15. Zach Parise, C, New Jersey Devils
Leaving the University of North Dakota following his sophomore season, Parise jumped into the starting line-up for the Albany River Rats of the AHL. There he demonstrated top playmaking ability and puck distribution skills while centering the top scoring line. Parise is a flashy offensive prospect with good defensive skills despite his diminutive size, listed at 5’11. Selected 17th overall in the deep 2003 Entry Draft, Parise will battle for a roster spot with the New Jersey Devils in 2005-06.
14. Braydon Coburn, D, Atlanta Thrashers
Three of the top defensive prospects in all of hockey were selected in the first ten choices of the 2003 Entry Draft. Coburn, like Phaneuf and Suter, demonstrates well-rounded talent. Large-framed but not overly physical, Coburn can beat the opposition with the puck or with solid play in open ice. An unmovable anchor on the blueline for Portland of the WHL, Coburn brought his game to the AHL upon the completion of his junior season in 2004-05 and just in time for Chicago’s long playoff run. Despite scoring only one point in 18 playoff games, the addition of Coburn to the blueline was key during the Calder Cup playoffs.

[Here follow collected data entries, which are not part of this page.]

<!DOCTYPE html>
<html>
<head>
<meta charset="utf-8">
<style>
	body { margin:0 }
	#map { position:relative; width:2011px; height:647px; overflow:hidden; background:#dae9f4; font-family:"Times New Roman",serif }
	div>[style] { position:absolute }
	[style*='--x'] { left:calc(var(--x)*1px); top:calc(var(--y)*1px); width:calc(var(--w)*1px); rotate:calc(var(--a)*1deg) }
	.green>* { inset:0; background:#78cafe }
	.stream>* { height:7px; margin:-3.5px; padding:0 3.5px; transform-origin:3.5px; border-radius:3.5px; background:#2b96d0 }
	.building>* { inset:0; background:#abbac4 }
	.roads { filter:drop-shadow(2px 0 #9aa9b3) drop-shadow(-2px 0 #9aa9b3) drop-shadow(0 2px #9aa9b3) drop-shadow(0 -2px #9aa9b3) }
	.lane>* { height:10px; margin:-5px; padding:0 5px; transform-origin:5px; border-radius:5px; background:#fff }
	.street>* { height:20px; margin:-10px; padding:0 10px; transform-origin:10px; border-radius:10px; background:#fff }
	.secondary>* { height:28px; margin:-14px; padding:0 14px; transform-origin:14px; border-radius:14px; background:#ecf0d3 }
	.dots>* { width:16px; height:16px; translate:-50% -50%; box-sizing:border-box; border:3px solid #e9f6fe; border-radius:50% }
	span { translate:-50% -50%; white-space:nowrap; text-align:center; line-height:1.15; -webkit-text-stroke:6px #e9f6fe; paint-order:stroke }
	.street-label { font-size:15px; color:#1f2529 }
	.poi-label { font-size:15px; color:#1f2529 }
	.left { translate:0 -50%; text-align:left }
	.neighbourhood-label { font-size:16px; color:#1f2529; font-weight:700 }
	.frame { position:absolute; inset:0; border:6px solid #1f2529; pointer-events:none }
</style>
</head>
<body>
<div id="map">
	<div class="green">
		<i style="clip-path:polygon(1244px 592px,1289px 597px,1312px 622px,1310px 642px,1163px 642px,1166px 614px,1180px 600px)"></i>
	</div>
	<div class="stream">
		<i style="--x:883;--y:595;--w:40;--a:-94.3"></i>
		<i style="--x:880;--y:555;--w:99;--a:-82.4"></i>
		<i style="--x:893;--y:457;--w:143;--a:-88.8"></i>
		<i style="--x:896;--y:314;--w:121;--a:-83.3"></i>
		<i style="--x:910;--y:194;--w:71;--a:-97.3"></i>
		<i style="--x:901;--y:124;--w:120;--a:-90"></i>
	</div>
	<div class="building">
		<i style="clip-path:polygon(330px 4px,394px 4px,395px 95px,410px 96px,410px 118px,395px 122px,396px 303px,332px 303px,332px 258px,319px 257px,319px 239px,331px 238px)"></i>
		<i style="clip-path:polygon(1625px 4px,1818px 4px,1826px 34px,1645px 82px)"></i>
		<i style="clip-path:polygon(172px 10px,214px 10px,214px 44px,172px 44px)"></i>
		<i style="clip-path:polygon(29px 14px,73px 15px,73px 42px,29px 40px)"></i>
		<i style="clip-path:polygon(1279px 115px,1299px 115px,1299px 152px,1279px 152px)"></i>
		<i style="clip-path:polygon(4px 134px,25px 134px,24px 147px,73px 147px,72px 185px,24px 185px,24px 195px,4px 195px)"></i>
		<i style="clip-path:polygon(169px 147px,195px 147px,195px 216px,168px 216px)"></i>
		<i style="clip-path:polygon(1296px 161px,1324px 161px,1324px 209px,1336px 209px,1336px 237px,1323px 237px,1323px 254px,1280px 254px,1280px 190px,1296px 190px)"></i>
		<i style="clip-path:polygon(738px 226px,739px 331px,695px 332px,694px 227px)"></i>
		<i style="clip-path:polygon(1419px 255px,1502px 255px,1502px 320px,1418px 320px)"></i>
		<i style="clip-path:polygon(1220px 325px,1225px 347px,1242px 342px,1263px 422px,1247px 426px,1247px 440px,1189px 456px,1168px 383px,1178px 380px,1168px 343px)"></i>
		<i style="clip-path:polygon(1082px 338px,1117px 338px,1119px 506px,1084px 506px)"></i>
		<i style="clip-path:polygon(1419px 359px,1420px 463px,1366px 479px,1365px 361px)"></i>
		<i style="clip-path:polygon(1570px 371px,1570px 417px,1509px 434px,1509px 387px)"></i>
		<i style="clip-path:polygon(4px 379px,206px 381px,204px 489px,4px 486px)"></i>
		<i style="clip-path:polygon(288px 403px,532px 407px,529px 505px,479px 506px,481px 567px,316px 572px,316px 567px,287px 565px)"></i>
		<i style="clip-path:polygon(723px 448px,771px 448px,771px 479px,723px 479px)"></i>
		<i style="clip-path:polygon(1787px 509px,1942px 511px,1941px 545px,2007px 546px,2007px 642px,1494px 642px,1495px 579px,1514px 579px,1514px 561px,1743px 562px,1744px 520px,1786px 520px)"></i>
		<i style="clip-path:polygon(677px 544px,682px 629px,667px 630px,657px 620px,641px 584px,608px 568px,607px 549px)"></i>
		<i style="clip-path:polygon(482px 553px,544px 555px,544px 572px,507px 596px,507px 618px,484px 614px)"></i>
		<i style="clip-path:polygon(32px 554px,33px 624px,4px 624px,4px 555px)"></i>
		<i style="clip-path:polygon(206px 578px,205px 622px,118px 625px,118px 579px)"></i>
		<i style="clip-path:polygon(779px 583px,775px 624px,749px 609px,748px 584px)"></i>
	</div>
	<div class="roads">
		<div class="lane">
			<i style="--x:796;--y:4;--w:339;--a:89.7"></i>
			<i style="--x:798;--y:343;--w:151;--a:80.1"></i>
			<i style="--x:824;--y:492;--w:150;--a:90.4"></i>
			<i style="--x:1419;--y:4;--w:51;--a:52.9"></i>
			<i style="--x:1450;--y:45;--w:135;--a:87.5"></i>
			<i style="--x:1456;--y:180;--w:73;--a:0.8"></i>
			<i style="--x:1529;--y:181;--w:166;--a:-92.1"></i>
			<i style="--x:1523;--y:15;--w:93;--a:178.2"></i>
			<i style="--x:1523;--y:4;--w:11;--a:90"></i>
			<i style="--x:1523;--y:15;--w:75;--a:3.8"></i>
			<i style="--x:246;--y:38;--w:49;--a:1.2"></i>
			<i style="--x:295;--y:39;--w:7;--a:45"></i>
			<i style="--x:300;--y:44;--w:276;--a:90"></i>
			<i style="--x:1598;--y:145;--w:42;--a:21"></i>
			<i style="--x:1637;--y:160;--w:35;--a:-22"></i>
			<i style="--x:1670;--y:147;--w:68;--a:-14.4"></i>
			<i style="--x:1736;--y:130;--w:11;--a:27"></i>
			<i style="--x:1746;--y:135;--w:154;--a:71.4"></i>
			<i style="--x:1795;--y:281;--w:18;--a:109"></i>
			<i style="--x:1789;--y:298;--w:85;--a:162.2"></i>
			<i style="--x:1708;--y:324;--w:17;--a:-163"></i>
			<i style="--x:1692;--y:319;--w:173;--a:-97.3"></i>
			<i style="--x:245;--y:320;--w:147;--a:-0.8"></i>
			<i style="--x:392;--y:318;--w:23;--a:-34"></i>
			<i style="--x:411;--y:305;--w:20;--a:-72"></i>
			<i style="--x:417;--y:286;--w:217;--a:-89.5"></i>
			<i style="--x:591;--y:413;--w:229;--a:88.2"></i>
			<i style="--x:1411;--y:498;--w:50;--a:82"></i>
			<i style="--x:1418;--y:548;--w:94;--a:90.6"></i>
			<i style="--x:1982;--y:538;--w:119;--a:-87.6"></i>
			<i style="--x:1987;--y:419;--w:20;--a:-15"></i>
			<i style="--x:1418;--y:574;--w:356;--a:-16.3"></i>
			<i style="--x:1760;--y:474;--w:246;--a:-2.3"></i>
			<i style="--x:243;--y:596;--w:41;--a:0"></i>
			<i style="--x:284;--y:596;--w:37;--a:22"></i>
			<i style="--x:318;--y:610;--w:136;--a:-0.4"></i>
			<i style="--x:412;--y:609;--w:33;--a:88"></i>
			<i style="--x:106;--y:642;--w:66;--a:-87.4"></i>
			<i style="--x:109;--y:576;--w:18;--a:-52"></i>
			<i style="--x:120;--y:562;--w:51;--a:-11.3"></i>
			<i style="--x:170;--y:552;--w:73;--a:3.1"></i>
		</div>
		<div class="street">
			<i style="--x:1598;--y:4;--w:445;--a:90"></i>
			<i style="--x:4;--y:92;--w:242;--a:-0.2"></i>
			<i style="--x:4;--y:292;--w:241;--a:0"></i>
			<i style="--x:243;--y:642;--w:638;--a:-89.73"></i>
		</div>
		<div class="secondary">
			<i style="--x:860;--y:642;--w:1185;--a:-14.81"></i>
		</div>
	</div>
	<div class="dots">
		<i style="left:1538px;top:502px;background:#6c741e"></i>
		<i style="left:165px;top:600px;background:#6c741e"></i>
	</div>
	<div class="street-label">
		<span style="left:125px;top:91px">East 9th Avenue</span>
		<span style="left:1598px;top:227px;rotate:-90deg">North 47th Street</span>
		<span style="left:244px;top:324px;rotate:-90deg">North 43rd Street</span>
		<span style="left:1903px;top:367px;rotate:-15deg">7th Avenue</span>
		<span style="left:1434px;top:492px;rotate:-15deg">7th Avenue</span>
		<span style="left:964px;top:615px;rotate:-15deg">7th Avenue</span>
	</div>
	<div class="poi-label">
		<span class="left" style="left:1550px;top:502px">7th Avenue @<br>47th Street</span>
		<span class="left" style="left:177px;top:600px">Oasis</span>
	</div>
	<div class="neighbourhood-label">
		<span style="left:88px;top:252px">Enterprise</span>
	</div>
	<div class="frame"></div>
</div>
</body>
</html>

13. Alexander Semin, LW, Washington Capitals
Offensively, few compare to Semin with his combination of scoring, skating and playmaking ability that often leave defenders flat-footed. Semin returned to Russia to score 19 goals in 50 games in 2004-05 after getting his feet wet in the NHL and a controversial stint in the AHL. Semin has the misfortune of playing on the left side which, with Ovechkin in the Washington system, may push him to the second line.
12. Nathan Horton, C, Florida Panthers
After a solid 14 goals in 55 games while skating for the Florida Panthers in 2003-04, a shoulder injury limited Horton to just 21 AHL games in 2004-05. The injury dropped him out of our top 10 as any major injury will raise questions on whether the player can return to his former self, especially one as physical as Horton. The 6’2 center can look to this coming season to answer these questions back on the Panthers. A good skater with a strong shot, Horton is the kind player up the middle that NHL teams crave.
11. Cam Barker, D, Chicago Blackhawks
The highest drafted defenseman in 2004, Barker returned to Medicine Hat of the WHL where he was arguably the best two-way defenseman in all of junior hockey behind Dion Phaneuf. Barker is a rare combination of scoring ability, physical play and shut-down caliber defensive skills. Despite a drop in production this past season with 48 points in 52 games, it is obvious that all the talent is there. Together with Brent Seabrook and Anton Babchuk, the Blackhawks have a good collection of prospects on the blueline.